Your organization has 50 microservices, each with its own CI/CD workflow. They're 90% identical: checkout, install dependencies, run tests, build Docker image, push to registry. You have 50 near-duplicate YAML files, and a recent security update requires changes in all 50 workflows. It took the team 8 hours to update them all. How do you prevent this from happening again?
Use reusable workflows. Create a single `.github/workflows/common-ci.yml` file in a central repo (or `.github/workflows/` in your org config repo) that contains the shared build pipeline logic. Each microservice's workflow calls it: `jobs: build: uses: org/repo/.github/workflows/common-ci.yml@main`. Reusable workflows accept inputs (`inputs: node-version: default: "18"`) and secrets (`secrets: inherit` or explicit mapping). Benefits: (1) single source of truth—update once, all services inherit the change, (2) consistency—no drift between workflows, (3) governance—org can enforce required checks without modifying individual repos. When GitHub updates the Actions runner, or you need a security patch, change it in one place. The downside: debugging is harder (you're calling another workflow), so reusable workflows should be simple—orchestrate complex logic elsewhere.
Follow-up: How would you version a reusable workflow so teams can opt-in to updates gradually instead of immediately?
You created a reusable workflow that all 50 services depend on. You made a breaking change (renamed an input parameter) and committed to the main branch. All 50 services suddenly fail because they're calling a parameter that no longer exists. This breaks the entire CI/CD pipeline for an hour. What's your policy going forward?
Never make breaking changes to reusable workflows without versioning. Use GitHub tags or branches: (1) Semantic versioning: tag releases (v1.0.0, v1.1.0, v2.0.0). Callers explicitly reference versions: `uses: org/repo/.github/workflows/common-ci.yml@v1.0.0`. (2) Major versions get separate tags: keep v1 fixes on the v1 branch, v2 on main. (3) Deprecation period: when renaming a parameter, support both old and new names for 2 releases, warn in job output, then remove in the next major version. (4) Test coverage: treat reusable workflows like library code—create test workflows that verify backward compatibility. For example, test that v1.0.0 still works alongside v1.1.0. (5) Communication: announce breaking changes in your team Slack, give 2 weeks notice before removal. For rapid rollback: services can pin to a specific tag or commit SHA instead of tracking main, giving them control over timing.

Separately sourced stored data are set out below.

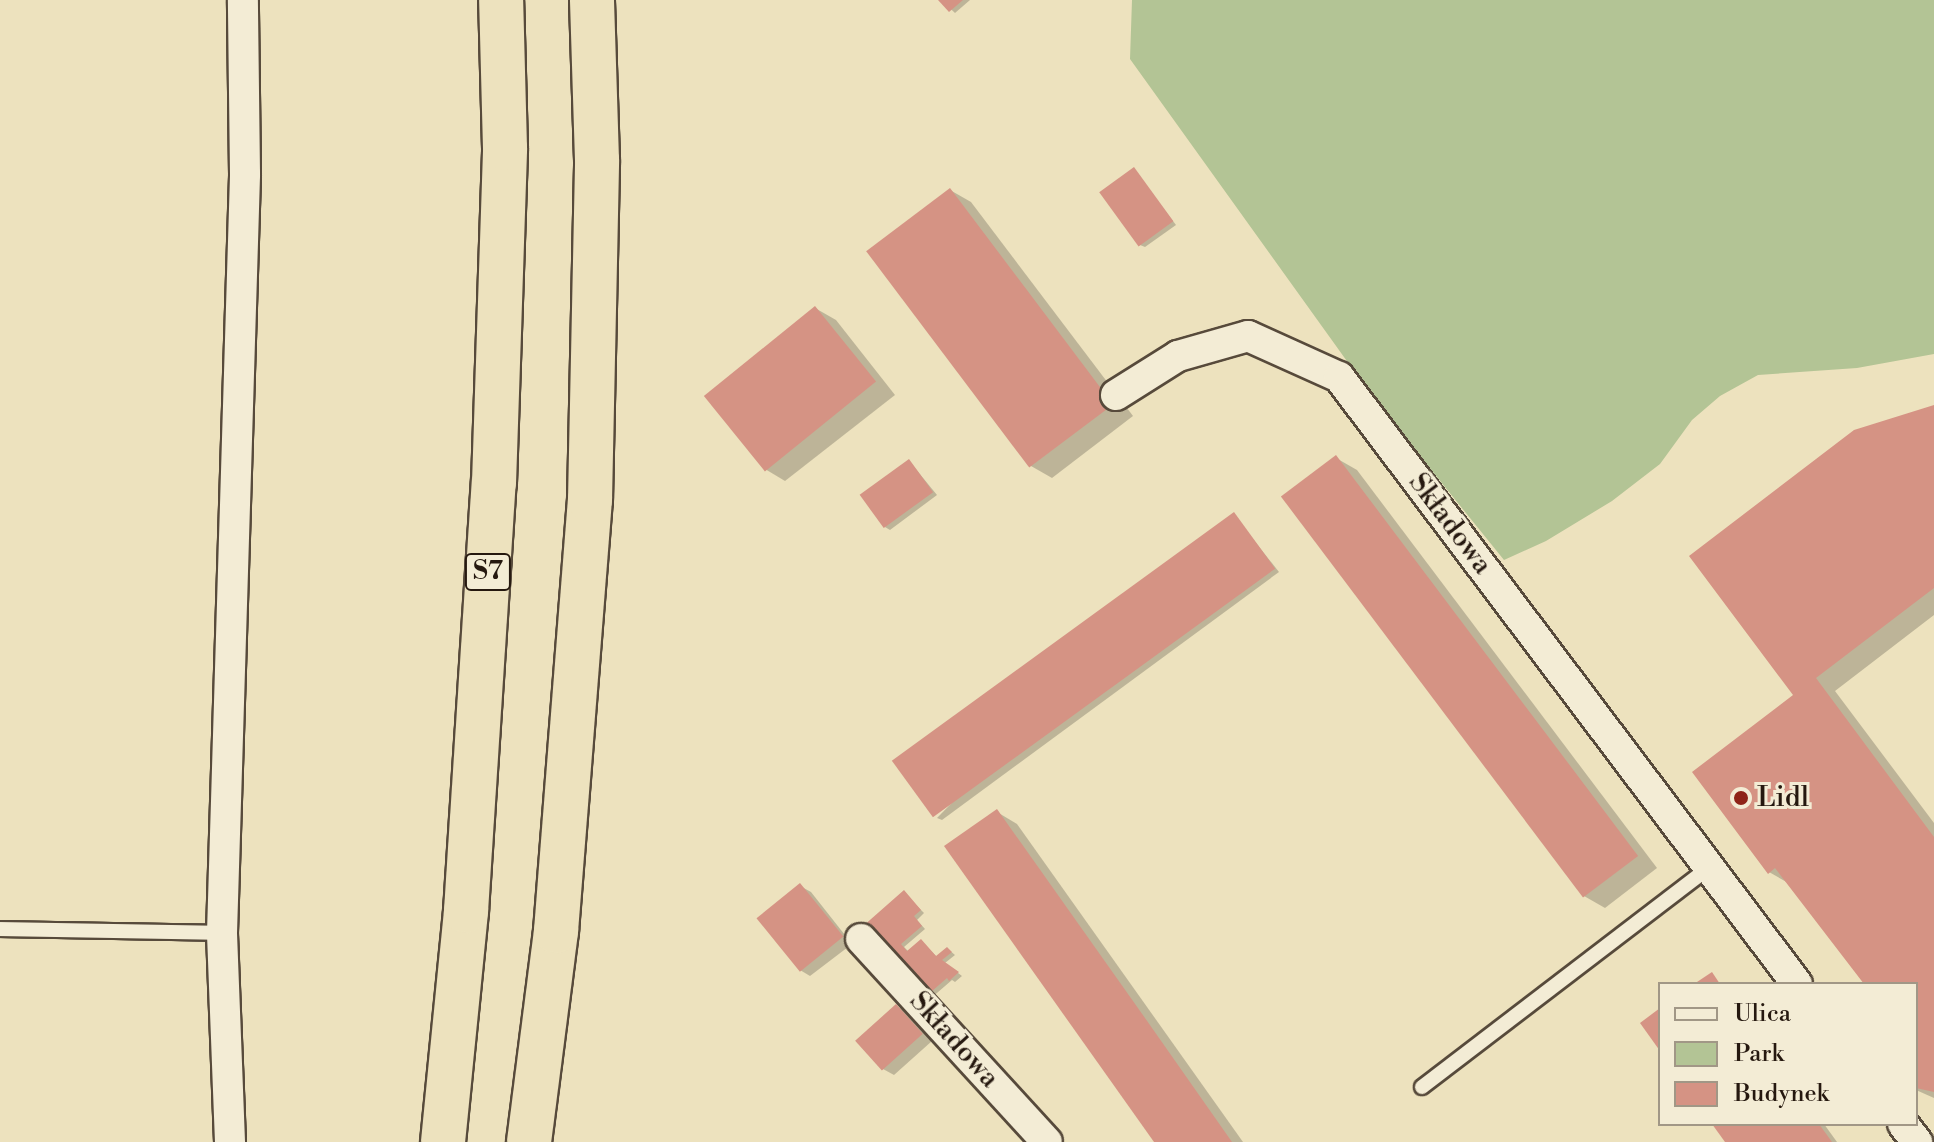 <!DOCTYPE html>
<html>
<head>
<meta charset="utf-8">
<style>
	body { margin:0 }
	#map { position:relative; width:1934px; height:1142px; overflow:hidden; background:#ede2be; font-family:"Libre Bodoni",serif }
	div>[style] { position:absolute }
	.green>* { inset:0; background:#b3c495 }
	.shadow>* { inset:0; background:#0003 }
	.building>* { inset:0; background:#d59384; transform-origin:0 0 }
	.roads { filter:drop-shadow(2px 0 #574a3b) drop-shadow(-2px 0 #574a3b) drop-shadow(0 2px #574a3b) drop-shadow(0 -2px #574a3b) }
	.service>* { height:14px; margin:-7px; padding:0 7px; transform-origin:7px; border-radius:7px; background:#f3ecd5 }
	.minor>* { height:30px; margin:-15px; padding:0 15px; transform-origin:15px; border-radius:15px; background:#f3ecd5 }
	.motorway>* { height:44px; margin:-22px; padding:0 22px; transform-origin:22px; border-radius:22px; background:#ede2be }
	.dots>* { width:22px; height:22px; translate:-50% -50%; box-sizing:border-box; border:4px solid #f3ecd5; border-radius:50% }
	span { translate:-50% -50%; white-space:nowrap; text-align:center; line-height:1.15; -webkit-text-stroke:6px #f3ecd5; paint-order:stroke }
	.shield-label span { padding:2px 6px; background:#f3ecd5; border:2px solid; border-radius:6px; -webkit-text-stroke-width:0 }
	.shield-label { font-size:26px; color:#25180f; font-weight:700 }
	.street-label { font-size:28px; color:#25180f }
	.poi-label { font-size:28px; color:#25180f }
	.left { translate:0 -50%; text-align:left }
	.legend { position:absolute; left:1658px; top:982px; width:260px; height:144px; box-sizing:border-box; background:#f3ecd5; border:2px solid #a19786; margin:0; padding:10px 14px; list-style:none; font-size:24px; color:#25180f }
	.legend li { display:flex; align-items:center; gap:16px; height:40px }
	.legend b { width:40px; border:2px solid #a19786 }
</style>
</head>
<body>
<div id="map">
	<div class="green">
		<i style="clip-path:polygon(1132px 0,1934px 0,1934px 354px,1857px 368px,1758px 375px,1720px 396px,1692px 420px,1660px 464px,1612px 501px,1546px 541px,1504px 560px,1377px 403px,1130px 59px)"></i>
	</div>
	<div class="shadow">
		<i style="clip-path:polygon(941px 0,970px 0,955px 13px)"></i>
		<i style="clip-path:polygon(1134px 170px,1176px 225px,1145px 247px,1140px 245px)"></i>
		<i style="clip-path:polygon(950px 190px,971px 202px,1133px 416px,1052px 478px,1031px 466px)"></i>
		<i style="clip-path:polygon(815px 308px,836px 320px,895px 395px,785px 481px,765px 469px)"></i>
		<i style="clip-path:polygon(1934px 407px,1934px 615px,1835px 691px,1934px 823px,1934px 1098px,1916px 1090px,1916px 984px,1866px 984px,1790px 884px,1769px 872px,1796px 695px)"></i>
		<i style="clip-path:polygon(1336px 458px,1357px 470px,1657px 868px,1605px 908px,1584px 896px)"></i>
		<i style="clip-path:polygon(910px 462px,937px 495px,890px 530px,885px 527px)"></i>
		<i style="clip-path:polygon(1234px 515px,1279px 572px,942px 820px,937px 818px)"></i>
		<i style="clip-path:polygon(997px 812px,1017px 824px,1243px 1142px,1156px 1142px)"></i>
		<i style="clip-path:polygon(800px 886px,811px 892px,852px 944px,810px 976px,800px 970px)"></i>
		<i style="clip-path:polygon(904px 893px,924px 913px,917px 920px,925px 929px,904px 947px,909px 952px,921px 941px,938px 958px,948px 949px,955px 955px,945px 963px,962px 976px,955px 982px,952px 980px,930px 999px,865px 927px)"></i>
		<i style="clip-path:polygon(896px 1006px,907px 1012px,932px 1041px,894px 1075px,883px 1069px,858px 1040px)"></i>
		<i style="clip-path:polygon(1715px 1124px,1824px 1124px,1837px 1142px,1728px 1142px)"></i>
	</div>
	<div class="building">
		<i style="clip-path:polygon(938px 0,963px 0,949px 12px)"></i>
		<i style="left:1134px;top:167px;width:67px;height:43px;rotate:54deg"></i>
		<i style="left:950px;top:188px;width:271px;height:105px;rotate:53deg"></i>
		<i style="left:815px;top:306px;width:97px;height:143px;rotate:51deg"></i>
		<i style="clip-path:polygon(1934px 405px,1934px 588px,1816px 678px,1934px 837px,1934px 1092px,1916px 1088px,1916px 984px,1864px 984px,1775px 868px,1768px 874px,1692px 772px,1793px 695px,1689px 556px,1854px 430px)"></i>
		<i style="left:1336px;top:455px;width:502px;height:69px;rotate:53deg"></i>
		<i style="left:909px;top:459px;width:41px;height:61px;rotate:54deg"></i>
		<i style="left:1234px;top:512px;width:70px;height:423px;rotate:54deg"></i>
		<i style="clip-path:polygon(997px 809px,1145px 1018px,1232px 1142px,1154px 1142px,944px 846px)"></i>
		<i style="left:800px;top:883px;width:69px;height:56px;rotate:51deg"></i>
		<i style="clip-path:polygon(904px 890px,921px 910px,914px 916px,922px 926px,901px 944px,907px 951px,921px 939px,936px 956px,947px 947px,952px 952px,942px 960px,959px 972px,949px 981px,947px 978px,924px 998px,862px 927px)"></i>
		<i style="clip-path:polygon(1712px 972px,1720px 984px,1694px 984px)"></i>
		<i style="left:896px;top:1004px;width:40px;height:55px;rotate:48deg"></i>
		<i style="clip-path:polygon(1660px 1008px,1660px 1051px,1640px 1023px)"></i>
		<i style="clip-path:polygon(1712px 1124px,1819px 1124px,1832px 1142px,1725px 1142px)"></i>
	</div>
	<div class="roads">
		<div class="service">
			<i style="left:0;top:929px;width:222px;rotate:1deg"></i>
			<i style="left:1422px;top:1087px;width:362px;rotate:-37.4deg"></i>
		</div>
		<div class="minor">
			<i style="left:1116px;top:395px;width:73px;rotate:-32.2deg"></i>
			<i style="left:1178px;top:356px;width:73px;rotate:-15.9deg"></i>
			<i style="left:1248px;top:336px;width:100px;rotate:24.3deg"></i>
			<i style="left:1339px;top:377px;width:760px;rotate:52.96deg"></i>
			<i style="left:861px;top:939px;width:275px;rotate:47.5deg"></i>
			<i style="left:1903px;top:1124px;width:23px;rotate:52deg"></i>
			<i style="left:230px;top:1142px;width:209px;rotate:-92.2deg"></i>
			<i style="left:222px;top:933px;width:759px;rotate:-88.26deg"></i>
			<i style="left:245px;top:174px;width:174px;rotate:-90.7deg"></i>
		</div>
		<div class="motorway">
			<i style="left:443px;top:1142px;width:232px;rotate:-84.3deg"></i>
			<i style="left:466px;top:911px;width:429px;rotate:-86.3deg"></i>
			<i style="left:494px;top:483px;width:335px;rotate:-88.1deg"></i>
			<i style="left:505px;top:148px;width:148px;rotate:-91.5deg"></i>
			<i style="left:529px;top:1142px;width:213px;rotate:-82.7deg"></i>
			<i style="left:556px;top:931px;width:432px;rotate:-85.5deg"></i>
			<i style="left:590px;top:500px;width:340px;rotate:-88.8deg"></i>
			<i style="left:597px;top:160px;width:160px;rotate:-91.8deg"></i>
		</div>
	</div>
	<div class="dots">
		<i style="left:1741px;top:798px;background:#8f2418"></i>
	</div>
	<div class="shield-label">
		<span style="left:488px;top:572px">S7</span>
	</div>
	<div class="street-label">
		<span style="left:1450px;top:524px;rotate:53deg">Składowa</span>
		<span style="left:954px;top:1040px;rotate:48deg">Składowa</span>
	</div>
	<div class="poi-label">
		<span class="left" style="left:1757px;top:798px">Lidl</span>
	</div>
	<ul class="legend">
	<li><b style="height:10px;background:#f3ecd5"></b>Ulica</li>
	<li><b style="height:22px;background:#b3c495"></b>Park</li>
	<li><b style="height:22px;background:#d59384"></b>Budynek</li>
	</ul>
</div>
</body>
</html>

Follow-up: Design a testing strategy that verifies a new reusable workflow version doesn't break existing callers.
You're composing a complex deployment workflow from 4 reusable workflows: auth (OIDC), build (Docker), deploy (Kubernetes), notify (Slack). Each has its own checkout, environment setup, and error handling. A deployment fails in the middle, and you get 8 separate Slack notifications—one from each step. The notifications are out of sync, making debugging harder.
Reusable workflows don't share state—each runs in isolation. To coordinate, use job outputs and conditional logic: (1) Have the "auth" workflow output credentials or status, the "build" workflow consumes that output and passes it forward, etc. Use `needs: [auth, build, deploy]` to create a dependency chain and `${{ needs.build.outputs.image-tag }}` to pass data. (2) For error handling: create a single "notify" job at the end with `if: always()`, which checks the status of upstream jobs: `if: failure()` sends a failure notification with all context. (3) Alternatively, create a meta-reusable-workflow that orchestrates the 4 sub-workflows and handles notifications centrally—the parent workflow owns the notification logic. (4) For non-blocking notifications, emit a structured event (e.g., JSON to a Kafka topic or webhook) that a centralized notification service consumes, correlates, and sends a single message.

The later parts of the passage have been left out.